Collected data entries
^^^^^^^^^^^^^^^^

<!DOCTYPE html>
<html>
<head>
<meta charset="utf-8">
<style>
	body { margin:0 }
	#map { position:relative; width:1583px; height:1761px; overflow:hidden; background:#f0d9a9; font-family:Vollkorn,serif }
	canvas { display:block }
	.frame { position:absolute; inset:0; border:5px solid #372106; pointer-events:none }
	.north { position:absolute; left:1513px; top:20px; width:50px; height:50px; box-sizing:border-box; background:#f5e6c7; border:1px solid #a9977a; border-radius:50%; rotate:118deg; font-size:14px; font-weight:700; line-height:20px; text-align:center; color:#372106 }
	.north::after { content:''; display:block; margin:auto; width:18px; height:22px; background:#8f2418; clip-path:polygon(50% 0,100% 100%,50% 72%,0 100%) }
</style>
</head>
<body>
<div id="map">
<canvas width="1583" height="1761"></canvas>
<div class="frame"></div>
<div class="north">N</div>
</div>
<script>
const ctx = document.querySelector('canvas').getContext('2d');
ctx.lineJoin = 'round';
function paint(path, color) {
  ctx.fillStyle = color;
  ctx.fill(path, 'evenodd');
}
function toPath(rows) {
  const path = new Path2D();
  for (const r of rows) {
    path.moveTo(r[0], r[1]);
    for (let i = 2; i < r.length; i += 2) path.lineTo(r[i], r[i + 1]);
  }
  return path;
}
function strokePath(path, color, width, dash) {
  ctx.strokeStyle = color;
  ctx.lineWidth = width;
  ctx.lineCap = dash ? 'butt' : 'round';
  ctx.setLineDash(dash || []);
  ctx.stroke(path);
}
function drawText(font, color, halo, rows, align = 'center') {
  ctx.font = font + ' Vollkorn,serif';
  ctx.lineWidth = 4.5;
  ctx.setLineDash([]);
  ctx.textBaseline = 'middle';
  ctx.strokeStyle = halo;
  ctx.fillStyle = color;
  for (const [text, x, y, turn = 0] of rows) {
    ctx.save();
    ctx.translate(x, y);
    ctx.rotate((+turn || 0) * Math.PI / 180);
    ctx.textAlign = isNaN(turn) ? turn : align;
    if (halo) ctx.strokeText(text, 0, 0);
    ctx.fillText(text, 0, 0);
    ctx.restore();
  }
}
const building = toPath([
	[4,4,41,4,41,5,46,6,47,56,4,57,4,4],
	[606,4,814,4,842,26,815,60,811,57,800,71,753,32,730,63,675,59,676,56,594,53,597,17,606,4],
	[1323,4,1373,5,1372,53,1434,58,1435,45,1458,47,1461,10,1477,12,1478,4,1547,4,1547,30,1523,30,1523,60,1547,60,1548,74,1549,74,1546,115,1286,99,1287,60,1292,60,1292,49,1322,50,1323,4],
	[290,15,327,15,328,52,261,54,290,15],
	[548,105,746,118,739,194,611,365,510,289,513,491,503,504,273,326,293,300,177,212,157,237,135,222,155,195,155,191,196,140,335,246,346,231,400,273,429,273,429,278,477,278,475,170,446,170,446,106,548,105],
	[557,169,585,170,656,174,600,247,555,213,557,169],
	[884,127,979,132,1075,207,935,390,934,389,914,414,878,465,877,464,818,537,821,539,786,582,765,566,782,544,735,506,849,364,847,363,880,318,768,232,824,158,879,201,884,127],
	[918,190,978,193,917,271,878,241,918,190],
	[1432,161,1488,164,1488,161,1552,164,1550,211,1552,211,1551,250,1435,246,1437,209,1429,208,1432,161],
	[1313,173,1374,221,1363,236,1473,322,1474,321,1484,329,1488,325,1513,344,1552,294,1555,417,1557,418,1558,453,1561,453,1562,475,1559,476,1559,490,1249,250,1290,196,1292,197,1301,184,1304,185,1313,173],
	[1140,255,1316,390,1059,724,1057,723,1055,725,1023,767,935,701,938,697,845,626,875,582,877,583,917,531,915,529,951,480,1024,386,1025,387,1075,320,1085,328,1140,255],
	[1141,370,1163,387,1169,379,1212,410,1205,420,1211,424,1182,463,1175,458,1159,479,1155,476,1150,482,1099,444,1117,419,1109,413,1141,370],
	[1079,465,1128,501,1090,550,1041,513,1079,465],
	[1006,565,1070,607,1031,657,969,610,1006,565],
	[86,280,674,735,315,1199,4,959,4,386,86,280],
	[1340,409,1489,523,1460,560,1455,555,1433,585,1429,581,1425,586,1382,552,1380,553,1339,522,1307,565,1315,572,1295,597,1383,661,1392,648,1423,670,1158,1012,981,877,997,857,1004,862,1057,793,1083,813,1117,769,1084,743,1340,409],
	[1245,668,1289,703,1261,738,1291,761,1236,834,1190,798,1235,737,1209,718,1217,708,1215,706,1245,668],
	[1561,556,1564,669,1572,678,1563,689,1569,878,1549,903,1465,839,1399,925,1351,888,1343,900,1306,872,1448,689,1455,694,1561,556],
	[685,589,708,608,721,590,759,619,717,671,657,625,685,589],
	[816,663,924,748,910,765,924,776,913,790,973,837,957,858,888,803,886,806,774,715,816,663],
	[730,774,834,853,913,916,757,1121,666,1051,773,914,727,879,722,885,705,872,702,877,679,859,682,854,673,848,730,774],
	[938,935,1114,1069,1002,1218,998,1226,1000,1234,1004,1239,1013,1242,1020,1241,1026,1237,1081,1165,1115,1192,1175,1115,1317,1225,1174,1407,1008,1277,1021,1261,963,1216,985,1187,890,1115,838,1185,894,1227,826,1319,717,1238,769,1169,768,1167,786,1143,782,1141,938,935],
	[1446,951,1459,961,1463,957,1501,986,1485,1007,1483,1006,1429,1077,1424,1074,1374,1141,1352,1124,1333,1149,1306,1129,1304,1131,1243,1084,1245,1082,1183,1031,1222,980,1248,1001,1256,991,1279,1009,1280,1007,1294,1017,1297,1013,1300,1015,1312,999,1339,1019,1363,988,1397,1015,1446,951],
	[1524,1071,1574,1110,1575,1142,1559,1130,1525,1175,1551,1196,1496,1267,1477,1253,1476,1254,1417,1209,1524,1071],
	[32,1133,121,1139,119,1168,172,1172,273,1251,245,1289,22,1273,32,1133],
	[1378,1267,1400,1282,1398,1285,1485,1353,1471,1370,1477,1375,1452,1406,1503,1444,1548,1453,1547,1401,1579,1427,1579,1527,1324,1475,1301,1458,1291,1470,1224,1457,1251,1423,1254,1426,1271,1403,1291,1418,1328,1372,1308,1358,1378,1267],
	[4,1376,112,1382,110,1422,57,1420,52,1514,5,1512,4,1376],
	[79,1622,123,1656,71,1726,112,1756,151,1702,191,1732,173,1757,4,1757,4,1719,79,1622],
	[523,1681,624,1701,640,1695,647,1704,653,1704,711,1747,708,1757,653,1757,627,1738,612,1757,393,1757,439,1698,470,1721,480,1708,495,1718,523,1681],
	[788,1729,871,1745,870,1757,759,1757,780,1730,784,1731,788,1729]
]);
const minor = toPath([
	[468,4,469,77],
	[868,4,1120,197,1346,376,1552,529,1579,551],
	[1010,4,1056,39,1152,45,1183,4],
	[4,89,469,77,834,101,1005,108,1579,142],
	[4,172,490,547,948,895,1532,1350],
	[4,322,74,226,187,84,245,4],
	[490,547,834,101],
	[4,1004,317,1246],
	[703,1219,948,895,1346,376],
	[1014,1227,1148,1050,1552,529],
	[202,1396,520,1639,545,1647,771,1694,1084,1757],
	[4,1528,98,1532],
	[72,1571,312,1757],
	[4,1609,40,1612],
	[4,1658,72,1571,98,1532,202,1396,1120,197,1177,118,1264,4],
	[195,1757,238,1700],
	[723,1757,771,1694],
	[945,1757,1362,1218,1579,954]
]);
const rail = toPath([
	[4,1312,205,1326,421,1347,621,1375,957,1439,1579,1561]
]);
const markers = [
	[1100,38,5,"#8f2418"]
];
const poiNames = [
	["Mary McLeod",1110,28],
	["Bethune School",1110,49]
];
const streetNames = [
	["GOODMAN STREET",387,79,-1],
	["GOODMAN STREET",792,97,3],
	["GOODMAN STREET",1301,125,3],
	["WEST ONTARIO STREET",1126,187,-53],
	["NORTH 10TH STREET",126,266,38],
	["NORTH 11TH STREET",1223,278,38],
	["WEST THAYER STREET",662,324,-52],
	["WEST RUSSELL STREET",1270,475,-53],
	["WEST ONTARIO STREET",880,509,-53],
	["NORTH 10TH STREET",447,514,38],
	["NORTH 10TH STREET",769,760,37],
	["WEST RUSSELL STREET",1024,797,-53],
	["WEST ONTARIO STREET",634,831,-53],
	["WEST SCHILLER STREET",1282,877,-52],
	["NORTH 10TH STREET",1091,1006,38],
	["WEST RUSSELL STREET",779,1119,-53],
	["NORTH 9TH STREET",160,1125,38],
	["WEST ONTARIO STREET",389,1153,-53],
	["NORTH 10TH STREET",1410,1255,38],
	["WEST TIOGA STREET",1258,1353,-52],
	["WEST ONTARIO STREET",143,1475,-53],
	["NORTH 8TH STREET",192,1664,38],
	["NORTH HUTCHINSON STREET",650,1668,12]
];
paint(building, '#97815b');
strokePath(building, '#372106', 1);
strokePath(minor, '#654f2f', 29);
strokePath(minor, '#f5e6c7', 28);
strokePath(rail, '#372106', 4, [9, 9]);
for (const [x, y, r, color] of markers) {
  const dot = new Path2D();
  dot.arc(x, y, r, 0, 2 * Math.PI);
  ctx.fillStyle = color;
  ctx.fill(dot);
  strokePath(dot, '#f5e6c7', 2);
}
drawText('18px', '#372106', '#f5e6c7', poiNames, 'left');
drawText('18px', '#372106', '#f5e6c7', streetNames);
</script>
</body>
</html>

^^^^^^^^^^^^^^^^

Across the entries above, how many lines include the word "canvas"? Give only the number.

3